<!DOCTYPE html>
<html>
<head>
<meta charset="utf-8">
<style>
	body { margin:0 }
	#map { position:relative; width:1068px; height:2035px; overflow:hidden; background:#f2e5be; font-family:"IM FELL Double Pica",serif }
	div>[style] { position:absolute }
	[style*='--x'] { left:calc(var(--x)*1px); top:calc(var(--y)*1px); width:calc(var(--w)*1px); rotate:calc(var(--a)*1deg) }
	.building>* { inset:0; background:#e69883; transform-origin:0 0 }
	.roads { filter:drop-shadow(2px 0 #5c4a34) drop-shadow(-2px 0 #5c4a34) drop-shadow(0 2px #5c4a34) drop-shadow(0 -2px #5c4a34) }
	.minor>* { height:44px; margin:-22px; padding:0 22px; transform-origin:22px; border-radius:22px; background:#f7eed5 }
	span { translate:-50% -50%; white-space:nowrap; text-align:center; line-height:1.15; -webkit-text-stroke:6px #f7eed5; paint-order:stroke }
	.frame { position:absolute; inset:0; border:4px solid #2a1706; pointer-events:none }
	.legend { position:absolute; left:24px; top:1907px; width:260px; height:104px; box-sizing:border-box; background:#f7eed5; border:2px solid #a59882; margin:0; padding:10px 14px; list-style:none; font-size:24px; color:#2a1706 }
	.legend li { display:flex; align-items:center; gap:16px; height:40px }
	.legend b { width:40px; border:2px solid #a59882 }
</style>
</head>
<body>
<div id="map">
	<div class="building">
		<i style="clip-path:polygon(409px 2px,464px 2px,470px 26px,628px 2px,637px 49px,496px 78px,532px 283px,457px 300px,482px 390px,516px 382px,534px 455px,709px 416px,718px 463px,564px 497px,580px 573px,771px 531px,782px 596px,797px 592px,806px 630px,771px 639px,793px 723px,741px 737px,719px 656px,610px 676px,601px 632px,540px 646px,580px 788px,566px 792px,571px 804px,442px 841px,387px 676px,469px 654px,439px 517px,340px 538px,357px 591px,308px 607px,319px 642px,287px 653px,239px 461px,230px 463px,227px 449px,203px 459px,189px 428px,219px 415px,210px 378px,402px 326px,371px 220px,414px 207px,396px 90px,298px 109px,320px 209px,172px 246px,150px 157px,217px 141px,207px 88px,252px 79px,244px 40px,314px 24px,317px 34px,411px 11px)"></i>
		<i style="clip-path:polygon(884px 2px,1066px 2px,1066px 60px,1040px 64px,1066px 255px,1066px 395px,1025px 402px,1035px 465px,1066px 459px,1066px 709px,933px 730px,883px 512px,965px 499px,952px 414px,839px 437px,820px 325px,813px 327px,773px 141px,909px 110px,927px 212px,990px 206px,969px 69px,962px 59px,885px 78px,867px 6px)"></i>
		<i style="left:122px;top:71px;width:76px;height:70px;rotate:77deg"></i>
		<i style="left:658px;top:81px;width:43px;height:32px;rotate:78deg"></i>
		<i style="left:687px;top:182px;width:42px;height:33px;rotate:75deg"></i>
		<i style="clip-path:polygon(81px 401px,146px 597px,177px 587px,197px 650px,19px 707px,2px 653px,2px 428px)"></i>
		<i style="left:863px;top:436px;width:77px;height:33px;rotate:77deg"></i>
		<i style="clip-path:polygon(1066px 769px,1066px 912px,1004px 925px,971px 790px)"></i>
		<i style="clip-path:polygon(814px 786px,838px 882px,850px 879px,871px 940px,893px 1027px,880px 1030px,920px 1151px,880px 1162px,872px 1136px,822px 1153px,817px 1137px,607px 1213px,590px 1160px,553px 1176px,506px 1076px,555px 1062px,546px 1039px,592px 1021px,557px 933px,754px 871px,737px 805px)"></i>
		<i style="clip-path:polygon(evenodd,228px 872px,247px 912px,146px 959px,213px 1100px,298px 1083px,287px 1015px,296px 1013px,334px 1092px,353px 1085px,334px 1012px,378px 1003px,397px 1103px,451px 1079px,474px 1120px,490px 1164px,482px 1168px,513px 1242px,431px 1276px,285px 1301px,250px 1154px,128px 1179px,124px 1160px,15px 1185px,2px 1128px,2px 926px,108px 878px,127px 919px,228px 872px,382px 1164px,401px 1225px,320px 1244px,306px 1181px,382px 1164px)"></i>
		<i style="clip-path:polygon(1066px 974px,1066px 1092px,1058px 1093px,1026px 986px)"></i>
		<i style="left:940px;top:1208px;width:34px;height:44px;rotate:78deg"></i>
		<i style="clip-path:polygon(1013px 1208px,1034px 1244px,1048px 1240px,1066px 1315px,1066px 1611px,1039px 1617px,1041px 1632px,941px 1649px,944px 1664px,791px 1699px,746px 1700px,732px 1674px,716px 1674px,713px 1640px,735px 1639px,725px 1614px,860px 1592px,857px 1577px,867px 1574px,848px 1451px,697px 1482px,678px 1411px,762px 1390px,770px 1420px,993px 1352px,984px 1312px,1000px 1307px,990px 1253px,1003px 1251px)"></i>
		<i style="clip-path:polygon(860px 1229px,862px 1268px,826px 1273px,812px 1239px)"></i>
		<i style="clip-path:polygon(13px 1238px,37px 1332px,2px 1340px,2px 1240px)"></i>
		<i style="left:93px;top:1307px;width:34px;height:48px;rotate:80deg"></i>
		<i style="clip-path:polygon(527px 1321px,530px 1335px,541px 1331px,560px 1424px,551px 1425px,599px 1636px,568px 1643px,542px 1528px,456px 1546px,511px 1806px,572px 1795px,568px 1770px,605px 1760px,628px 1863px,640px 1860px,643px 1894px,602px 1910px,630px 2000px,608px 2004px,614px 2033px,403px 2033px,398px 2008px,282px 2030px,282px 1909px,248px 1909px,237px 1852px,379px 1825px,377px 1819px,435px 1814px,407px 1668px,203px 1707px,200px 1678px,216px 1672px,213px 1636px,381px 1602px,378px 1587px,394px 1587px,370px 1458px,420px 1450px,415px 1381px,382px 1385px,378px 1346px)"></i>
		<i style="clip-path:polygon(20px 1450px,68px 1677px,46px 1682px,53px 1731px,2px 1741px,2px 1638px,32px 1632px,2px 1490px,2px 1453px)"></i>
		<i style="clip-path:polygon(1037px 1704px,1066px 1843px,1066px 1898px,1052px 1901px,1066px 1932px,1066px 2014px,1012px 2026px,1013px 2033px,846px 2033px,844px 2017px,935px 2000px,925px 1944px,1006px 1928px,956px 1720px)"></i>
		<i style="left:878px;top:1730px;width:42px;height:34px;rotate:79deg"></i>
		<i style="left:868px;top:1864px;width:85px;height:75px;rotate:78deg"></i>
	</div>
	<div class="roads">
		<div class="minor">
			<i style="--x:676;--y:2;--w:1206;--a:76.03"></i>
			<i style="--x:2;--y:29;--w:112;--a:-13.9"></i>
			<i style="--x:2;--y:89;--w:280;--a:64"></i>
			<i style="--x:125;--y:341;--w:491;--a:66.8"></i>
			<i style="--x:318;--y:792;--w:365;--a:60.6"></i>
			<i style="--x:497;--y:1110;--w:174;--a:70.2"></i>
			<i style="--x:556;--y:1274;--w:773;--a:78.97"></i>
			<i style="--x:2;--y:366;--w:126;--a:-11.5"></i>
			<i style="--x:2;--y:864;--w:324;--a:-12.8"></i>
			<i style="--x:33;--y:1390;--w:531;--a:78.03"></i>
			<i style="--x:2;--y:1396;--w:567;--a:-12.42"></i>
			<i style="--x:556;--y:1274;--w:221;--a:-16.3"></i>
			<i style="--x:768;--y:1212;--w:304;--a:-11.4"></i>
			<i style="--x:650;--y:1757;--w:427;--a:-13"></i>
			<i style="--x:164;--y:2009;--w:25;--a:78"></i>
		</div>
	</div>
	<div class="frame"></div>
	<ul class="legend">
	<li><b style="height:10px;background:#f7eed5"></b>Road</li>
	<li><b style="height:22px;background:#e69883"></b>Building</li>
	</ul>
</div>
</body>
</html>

○ ○ ○ ○ ○

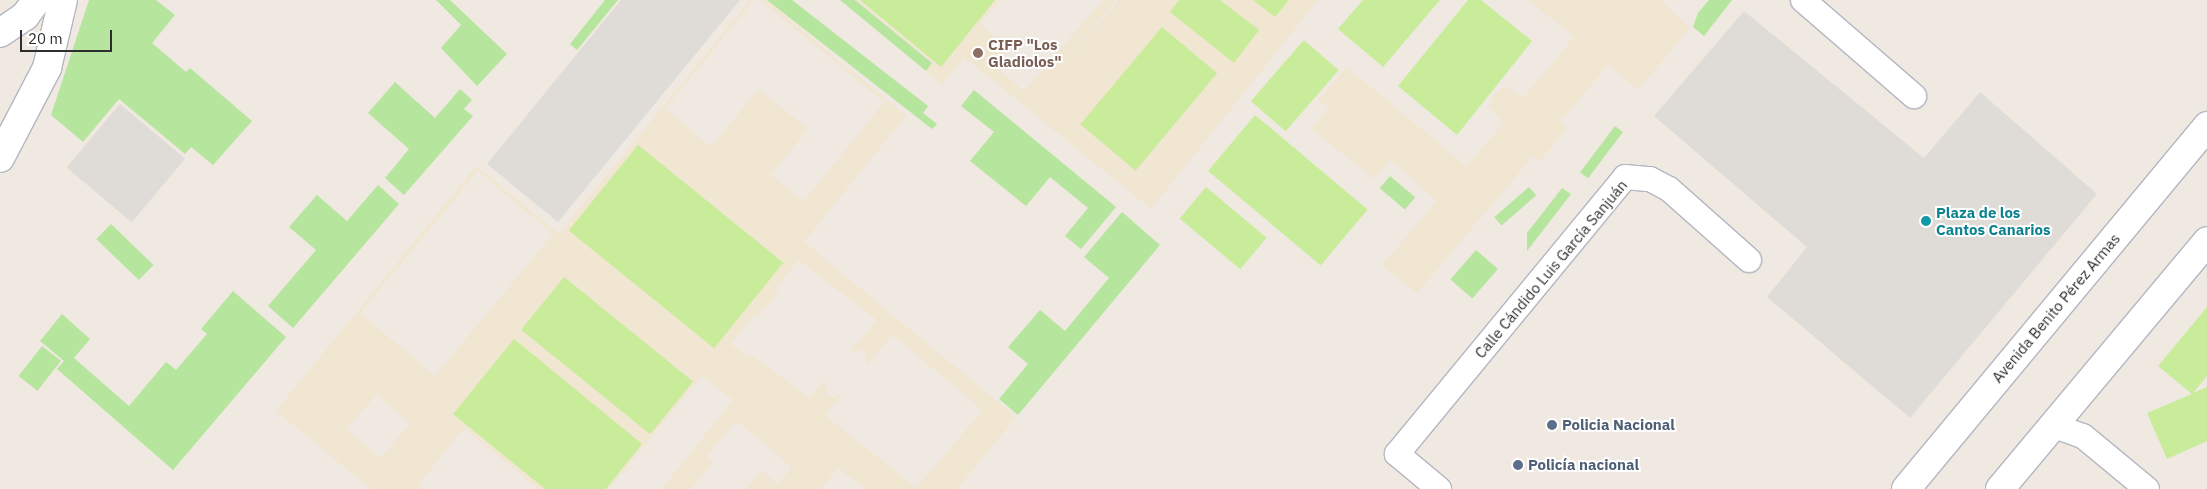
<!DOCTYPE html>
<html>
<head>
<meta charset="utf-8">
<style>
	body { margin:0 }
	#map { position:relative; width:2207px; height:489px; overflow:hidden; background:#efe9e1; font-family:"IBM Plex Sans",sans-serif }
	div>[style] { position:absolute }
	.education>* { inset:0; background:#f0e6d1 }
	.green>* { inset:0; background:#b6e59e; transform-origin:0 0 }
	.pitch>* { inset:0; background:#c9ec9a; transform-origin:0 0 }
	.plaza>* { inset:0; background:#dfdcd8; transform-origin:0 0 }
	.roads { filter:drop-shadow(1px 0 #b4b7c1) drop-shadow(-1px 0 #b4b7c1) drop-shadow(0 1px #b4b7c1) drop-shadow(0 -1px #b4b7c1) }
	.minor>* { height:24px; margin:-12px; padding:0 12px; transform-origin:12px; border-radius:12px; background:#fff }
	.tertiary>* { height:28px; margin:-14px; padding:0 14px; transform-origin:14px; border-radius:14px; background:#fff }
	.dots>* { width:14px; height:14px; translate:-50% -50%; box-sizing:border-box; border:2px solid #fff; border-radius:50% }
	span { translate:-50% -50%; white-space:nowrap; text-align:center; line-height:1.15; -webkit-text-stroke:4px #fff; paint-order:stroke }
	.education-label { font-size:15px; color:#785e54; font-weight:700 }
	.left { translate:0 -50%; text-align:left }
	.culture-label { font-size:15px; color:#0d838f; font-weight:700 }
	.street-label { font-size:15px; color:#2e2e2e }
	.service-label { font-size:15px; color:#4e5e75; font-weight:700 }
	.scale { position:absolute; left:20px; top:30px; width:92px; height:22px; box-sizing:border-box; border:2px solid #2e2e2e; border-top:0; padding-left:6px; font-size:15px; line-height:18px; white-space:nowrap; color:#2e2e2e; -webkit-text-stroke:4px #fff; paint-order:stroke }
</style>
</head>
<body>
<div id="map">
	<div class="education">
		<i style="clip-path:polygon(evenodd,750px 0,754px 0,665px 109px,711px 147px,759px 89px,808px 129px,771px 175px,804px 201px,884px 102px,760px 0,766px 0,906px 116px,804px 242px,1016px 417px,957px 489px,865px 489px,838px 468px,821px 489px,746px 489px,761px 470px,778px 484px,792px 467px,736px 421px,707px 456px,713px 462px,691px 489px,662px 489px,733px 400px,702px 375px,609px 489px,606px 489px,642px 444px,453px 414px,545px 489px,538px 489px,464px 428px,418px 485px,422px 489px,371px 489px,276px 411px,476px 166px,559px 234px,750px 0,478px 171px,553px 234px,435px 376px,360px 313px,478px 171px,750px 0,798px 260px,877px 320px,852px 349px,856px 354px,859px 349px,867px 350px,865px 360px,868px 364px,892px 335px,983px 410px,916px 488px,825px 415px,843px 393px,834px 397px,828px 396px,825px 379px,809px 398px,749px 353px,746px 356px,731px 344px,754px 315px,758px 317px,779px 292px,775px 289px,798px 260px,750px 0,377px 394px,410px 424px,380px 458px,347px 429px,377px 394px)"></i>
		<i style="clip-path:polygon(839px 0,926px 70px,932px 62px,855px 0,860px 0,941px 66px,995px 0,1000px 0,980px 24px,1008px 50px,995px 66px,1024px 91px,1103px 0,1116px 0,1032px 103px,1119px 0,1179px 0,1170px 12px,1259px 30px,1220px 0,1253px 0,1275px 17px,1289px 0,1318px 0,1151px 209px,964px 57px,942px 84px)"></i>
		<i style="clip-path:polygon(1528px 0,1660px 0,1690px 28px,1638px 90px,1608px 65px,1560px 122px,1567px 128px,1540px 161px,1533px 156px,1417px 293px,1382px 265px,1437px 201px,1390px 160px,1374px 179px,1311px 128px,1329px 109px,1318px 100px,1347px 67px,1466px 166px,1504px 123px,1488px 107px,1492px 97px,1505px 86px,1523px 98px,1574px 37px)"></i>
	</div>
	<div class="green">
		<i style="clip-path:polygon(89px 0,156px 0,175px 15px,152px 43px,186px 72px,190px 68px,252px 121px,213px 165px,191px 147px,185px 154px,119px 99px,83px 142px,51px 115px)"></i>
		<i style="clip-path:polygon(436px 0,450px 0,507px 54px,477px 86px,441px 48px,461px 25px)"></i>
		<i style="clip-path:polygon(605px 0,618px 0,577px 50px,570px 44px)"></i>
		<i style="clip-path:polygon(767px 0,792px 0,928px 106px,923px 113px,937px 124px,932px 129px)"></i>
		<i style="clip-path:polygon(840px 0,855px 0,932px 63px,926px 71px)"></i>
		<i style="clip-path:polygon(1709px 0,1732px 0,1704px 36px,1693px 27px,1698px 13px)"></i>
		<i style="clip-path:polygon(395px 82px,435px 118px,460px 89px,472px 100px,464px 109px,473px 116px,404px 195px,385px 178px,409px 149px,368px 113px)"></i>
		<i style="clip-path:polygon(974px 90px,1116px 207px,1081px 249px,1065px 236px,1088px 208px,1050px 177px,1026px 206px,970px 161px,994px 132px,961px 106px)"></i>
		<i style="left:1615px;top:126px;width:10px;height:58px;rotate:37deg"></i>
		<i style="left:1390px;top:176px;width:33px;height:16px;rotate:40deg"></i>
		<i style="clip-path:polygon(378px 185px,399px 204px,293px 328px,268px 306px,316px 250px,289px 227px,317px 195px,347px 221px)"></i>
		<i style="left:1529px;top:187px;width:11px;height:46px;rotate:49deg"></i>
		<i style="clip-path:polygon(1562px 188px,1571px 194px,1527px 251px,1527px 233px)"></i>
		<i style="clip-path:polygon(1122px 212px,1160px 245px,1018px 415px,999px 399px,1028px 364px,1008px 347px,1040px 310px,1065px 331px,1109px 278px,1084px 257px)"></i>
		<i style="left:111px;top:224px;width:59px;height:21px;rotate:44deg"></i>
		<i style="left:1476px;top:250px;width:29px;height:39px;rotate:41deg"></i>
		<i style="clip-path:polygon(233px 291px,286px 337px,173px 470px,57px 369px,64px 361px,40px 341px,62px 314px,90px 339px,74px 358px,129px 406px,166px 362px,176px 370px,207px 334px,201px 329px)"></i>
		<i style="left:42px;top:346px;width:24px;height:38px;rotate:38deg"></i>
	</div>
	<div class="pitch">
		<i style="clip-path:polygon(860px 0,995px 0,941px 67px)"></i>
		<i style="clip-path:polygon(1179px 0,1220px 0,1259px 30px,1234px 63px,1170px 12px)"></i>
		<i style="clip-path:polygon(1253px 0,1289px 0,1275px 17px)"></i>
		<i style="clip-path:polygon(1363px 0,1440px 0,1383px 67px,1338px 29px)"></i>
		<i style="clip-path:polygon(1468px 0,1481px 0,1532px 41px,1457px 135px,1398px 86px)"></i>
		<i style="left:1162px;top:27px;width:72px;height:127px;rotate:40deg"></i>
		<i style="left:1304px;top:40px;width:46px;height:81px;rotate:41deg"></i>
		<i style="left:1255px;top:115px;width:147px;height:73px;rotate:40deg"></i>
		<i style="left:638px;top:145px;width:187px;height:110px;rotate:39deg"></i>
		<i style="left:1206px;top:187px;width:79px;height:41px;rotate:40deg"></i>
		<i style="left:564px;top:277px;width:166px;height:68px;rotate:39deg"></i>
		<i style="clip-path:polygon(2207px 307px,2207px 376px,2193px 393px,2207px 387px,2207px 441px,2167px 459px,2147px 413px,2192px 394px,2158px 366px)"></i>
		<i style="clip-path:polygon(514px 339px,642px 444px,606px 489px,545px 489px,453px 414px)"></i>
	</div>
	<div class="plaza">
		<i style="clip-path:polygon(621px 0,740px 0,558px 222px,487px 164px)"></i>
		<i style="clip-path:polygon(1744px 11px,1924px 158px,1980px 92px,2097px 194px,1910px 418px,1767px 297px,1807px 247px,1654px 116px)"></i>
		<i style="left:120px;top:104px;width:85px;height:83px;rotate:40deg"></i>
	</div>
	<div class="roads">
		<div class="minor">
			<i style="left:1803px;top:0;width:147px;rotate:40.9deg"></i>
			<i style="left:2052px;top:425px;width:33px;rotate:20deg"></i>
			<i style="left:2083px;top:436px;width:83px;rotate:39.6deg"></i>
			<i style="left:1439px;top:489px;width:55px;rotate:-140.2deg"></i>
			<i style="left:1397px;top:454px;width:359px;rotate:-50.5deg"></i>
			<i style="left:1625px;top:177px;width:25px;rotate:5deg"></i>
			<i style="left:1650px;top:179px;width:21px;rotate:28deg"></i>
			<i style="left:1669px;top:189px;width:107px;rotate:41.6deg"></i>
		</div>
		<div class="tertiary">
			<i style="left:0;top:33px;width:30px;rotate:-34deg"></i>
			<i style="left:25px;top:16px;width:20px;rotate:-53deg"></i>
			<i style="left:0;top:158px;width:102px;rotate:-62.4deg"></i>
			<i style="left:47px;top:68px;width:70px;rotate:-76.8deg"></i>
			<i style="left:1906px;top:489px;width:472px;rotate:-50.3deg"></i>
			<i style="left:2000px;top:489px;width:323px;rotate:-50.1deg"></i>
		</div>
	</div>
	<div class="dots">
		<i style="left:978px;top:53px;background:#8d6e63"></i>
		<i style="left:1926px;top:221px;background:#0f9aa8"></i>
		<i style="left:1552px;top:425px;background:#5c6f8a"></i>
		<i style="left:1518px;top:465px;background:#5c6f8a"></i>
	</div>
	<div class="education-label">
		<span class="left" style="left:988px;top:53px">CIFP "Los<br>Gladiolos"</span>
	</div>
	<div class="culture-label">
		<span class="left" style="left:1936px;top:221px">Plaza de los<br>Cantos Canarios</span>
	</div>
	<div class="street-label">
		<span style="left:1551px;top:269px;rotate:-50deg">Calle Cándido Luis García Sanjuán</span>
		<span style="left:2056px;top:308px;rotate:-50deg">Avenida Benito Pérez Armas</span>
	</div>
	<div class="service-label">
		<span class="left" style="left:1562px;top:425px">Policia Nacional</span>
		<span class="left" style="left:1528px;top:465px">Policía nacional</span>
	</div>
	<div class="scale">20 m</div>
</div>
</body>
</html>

○ ○ ○ ○ ○

» **TASK TO COMPLETE**: Whichever lines of the records above hold the word "overflow" should all be copied out.

» **SOLUTION FOR THIS PROBLEM**:
	#map { position:relative; width:1068px; height:2035px; overflow:hidden; background:#f2e5be; font-family:"IM FELL Double Pica",serif }
	#map { position:relative; width:2207px; height:489px; overflow:hidden; background:#efe9e1; font-family:"IBM Plex Sans",sans-serif }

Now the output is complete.